# The problem
Repeat every record exactly, but omit the images.

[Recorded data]
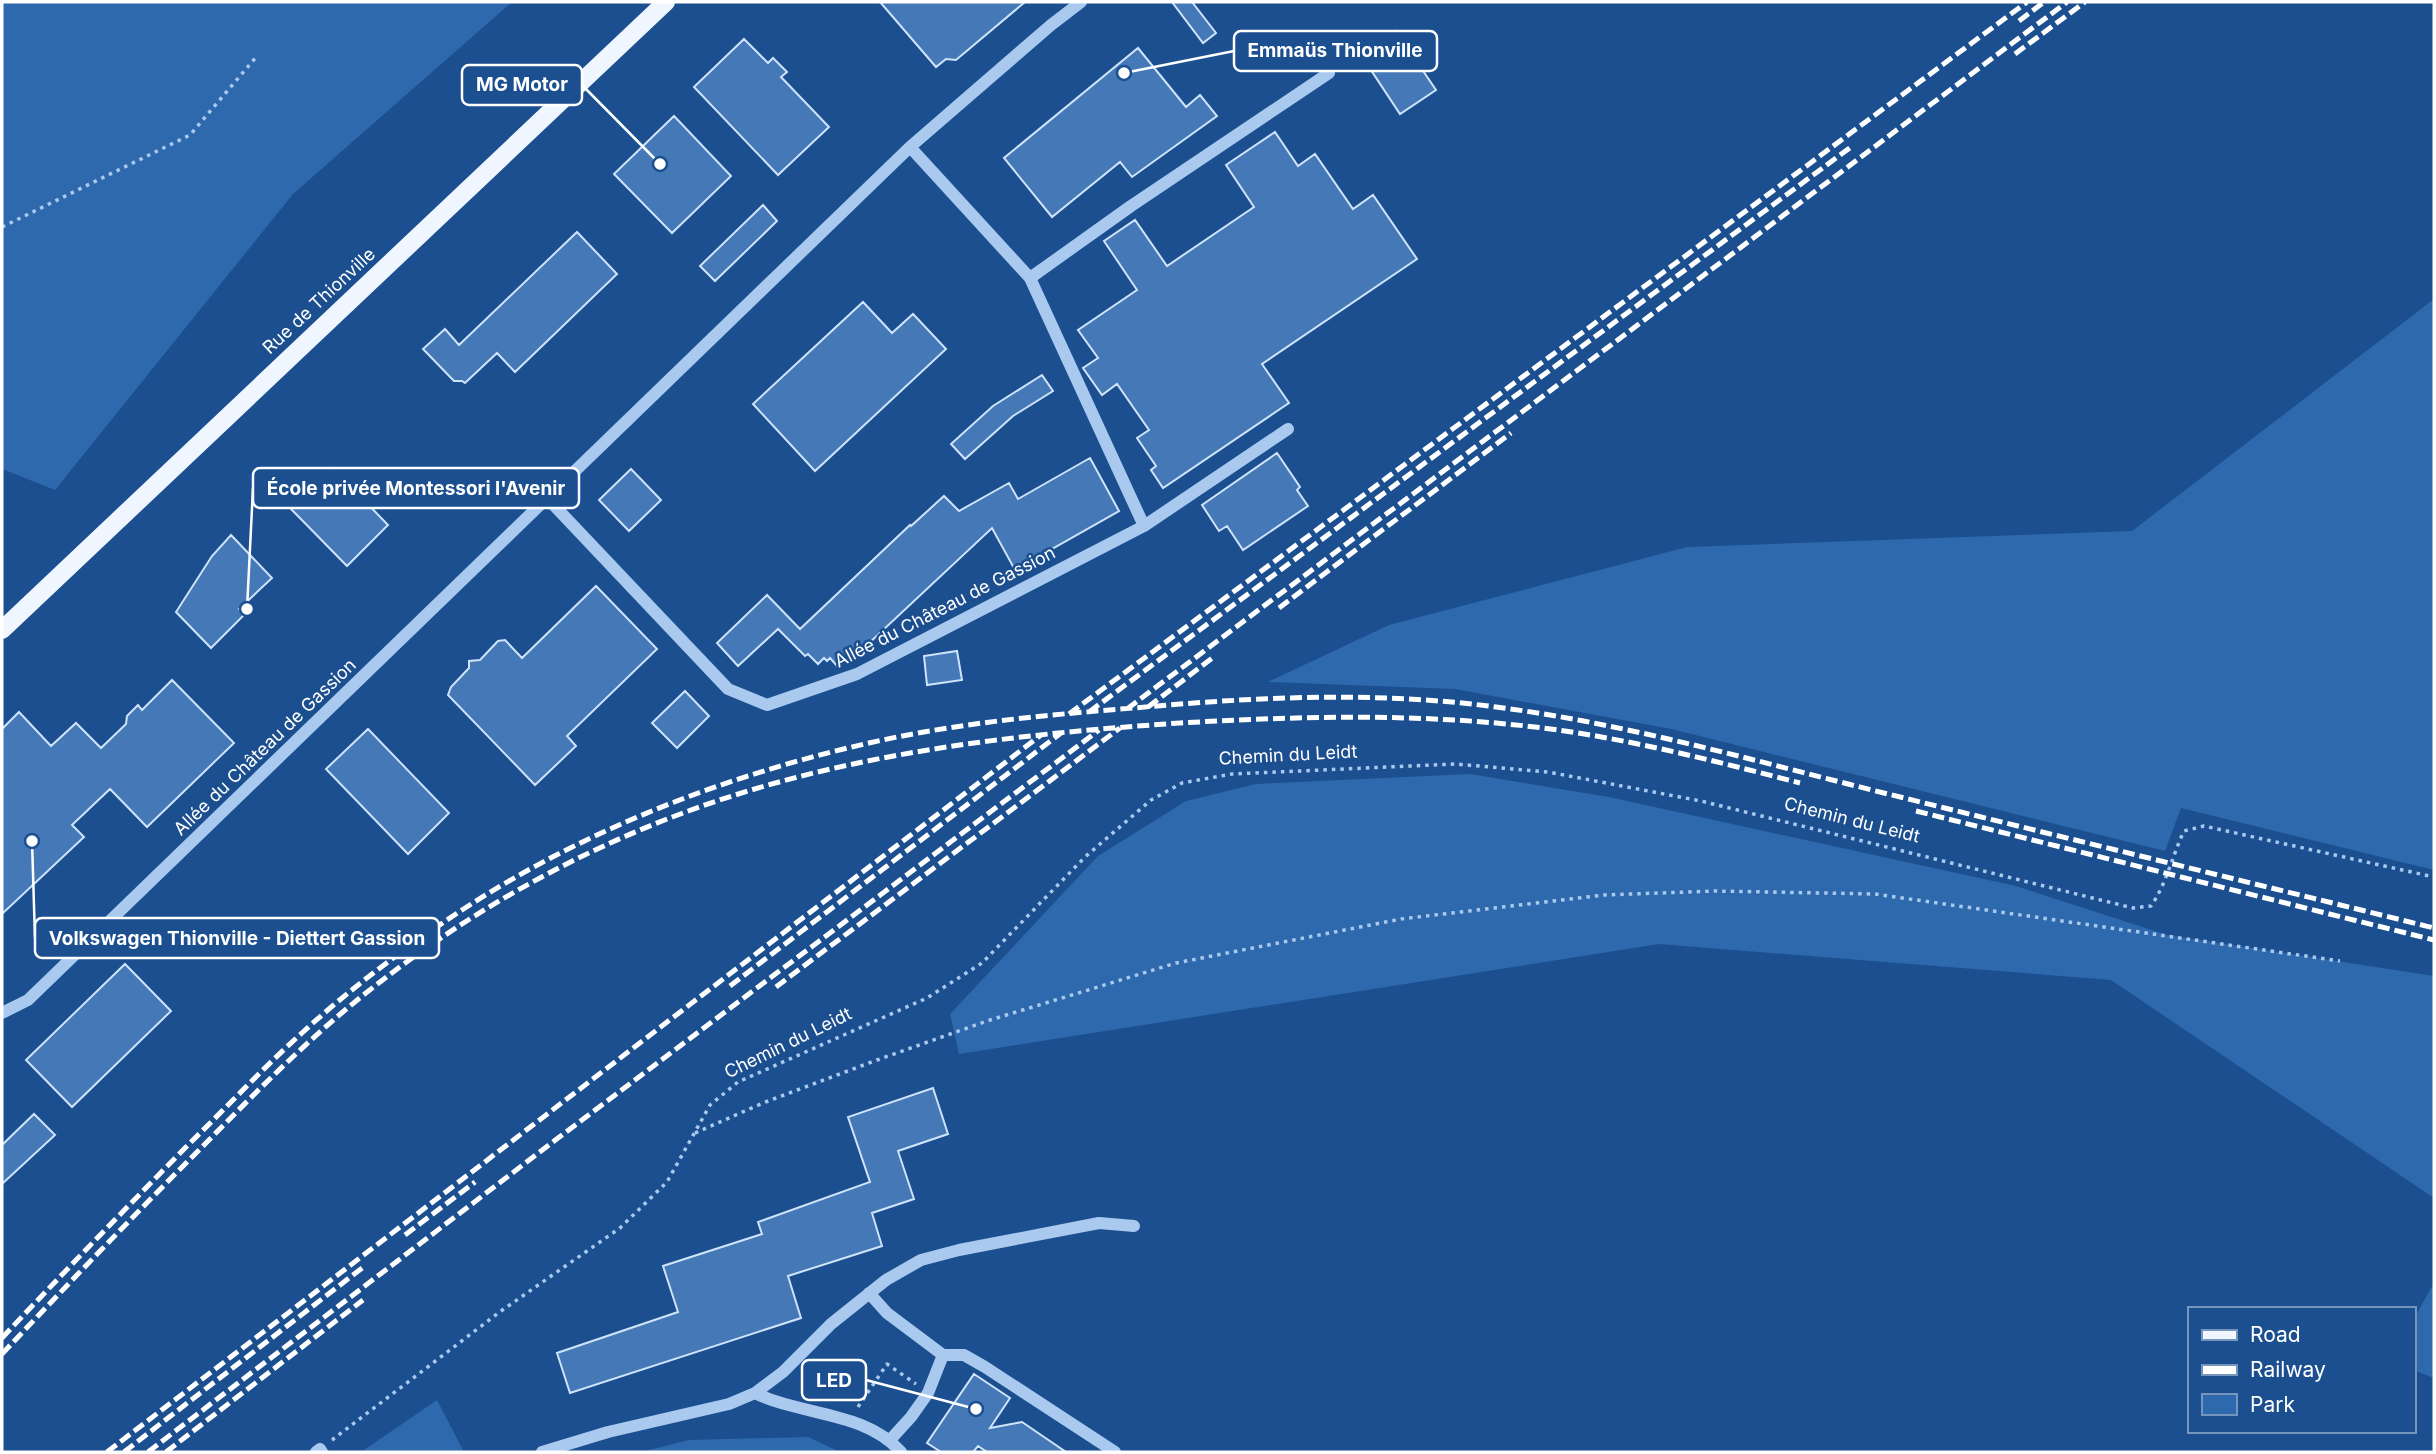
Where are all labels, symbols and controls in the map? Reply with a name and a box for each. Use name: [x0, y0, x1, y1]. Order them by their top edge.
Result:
callout: Emmaüs Thionville: [1234, 31, 1437, 71]
text: Emmaüs Thionville: [1247, 39, 1423, 62]
callout: MG Motor: [462, 65, 582, 105]
text: MG Motor: [476, 73, 568, 96]
street label: Rue de Thionville: [258, 243, 379, 358]
callout: École privée Montessori l'Avenir: [253, 468, 579, 508]
text: École privée Montessori l'Avenir: [267, 477, 565, 500]
street label: Allée du Château de Gassion: [831, 542, 1059, 672]
street label: Allée du Château de Gassion: [169, 654, 360, 839]
street label: Chemin du Leidt: [1218, 740, 1358, 769]
street label: Chemin du Leidt: [1782, 793, 1922, 847]
callout: Volkswagen Thionville - Diettert Gassion: [35, 918, 439, 958]
text: Volkswagen Thionville - Diettert Gassion: [49, 927, 425, 950]
street label: Chemin du Leidt: [721, 1003, 855, 1082]
legend: [2188, 1307, 2415, 1433]
text: Road: [2250, 1322, 2301, 1347]
text: Railway: [2250, 1357, 2326, 1382]
callout: LED: [802, 1360, 866, 1400]
text: LED: [816, 1369, 852, 1392]
text: Park: [2250, 1392, 2295, 1417]

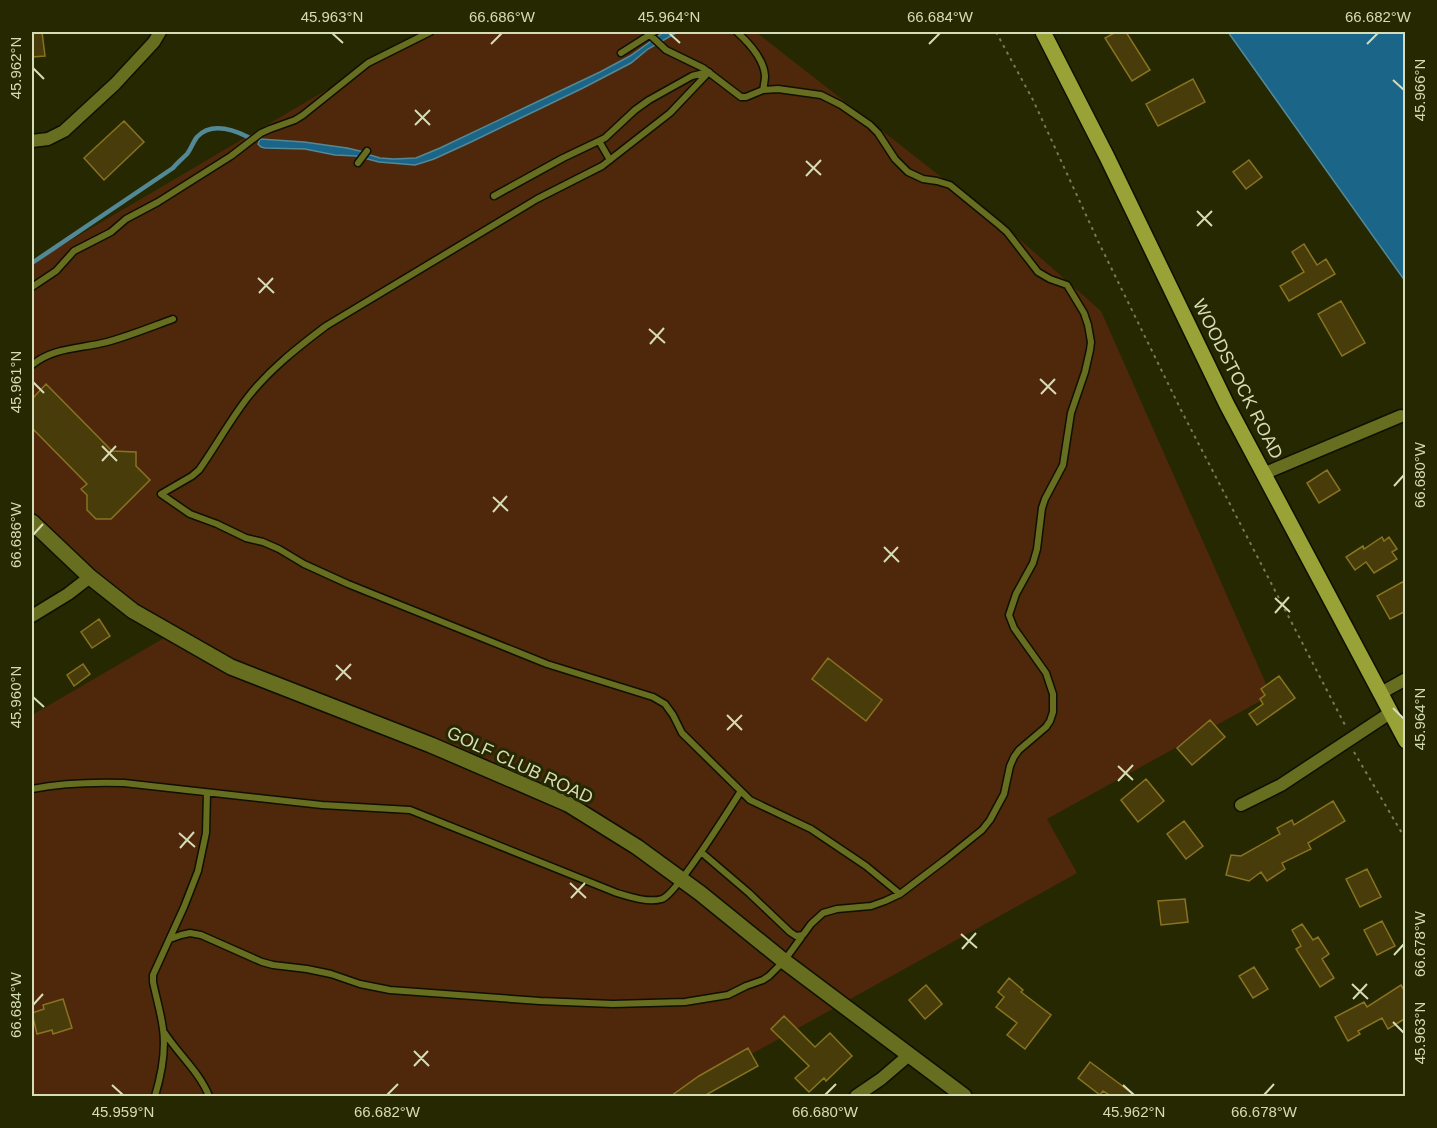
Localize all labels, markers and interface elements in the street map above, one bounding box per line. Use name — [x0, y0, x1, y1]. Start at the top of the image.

# Your solution
Where are all labels, symbols and controls in the map? Reply with a name and a box for each. Use name: [x0, y0, x1, y1]. Order them by their top edge.
Result:
callout: Emmaüs Thionville: [1234, 31, 1437, 71]
text: Emmaüs Thionville: [1247, 39, 1423, 62]
callout: MG Motor: [462, 65, 582, 105]
text: MG Motor: [476, 73, 568, 96]
street label: Rue de Thionville: [258, 243, 379, 358]
callout: École privée Montessori l'Avenir: [253, 468, 579, 508]
text: École privée Montessori l'Avenir: [267, 477, 565, 500]
street label: Allée du Château de Gassion: [831, 542, 1059, 672]
street label: Allée du Château de Gassion: [169, 654, 360, 839]
street label: Chemin du Leidt: [1218, 740, 1358, 769]
street label: Chemin du Leidt: [1782, 793, 1922, 847]
callout: Volkswagen Thionville - Diettert Gassion: [35, 918, 439, 958]
text: Volkswagen Thionville - Diettert Gassion: [49, 927, 425, 950]
street label: Chemin du Leidt: [721, 1003, 855, 1082]
legend: [2188, 1307, 2415, 1433]
text: Road: [2250, 1322, 2301, 1347]
text: Railway: [2250, 1357, 2326, 1382]
callout: LED: [802, 1360, 866, 1400]
text: LED: [816, 1369, 852, 1392]
text: Park: [2250, 1392, 2295, 1417]

Localize all labels, markers and interface elements in the street map above, one bounding box per line. Use name — [x0, y0, x1, y1]. Start at the top of the image.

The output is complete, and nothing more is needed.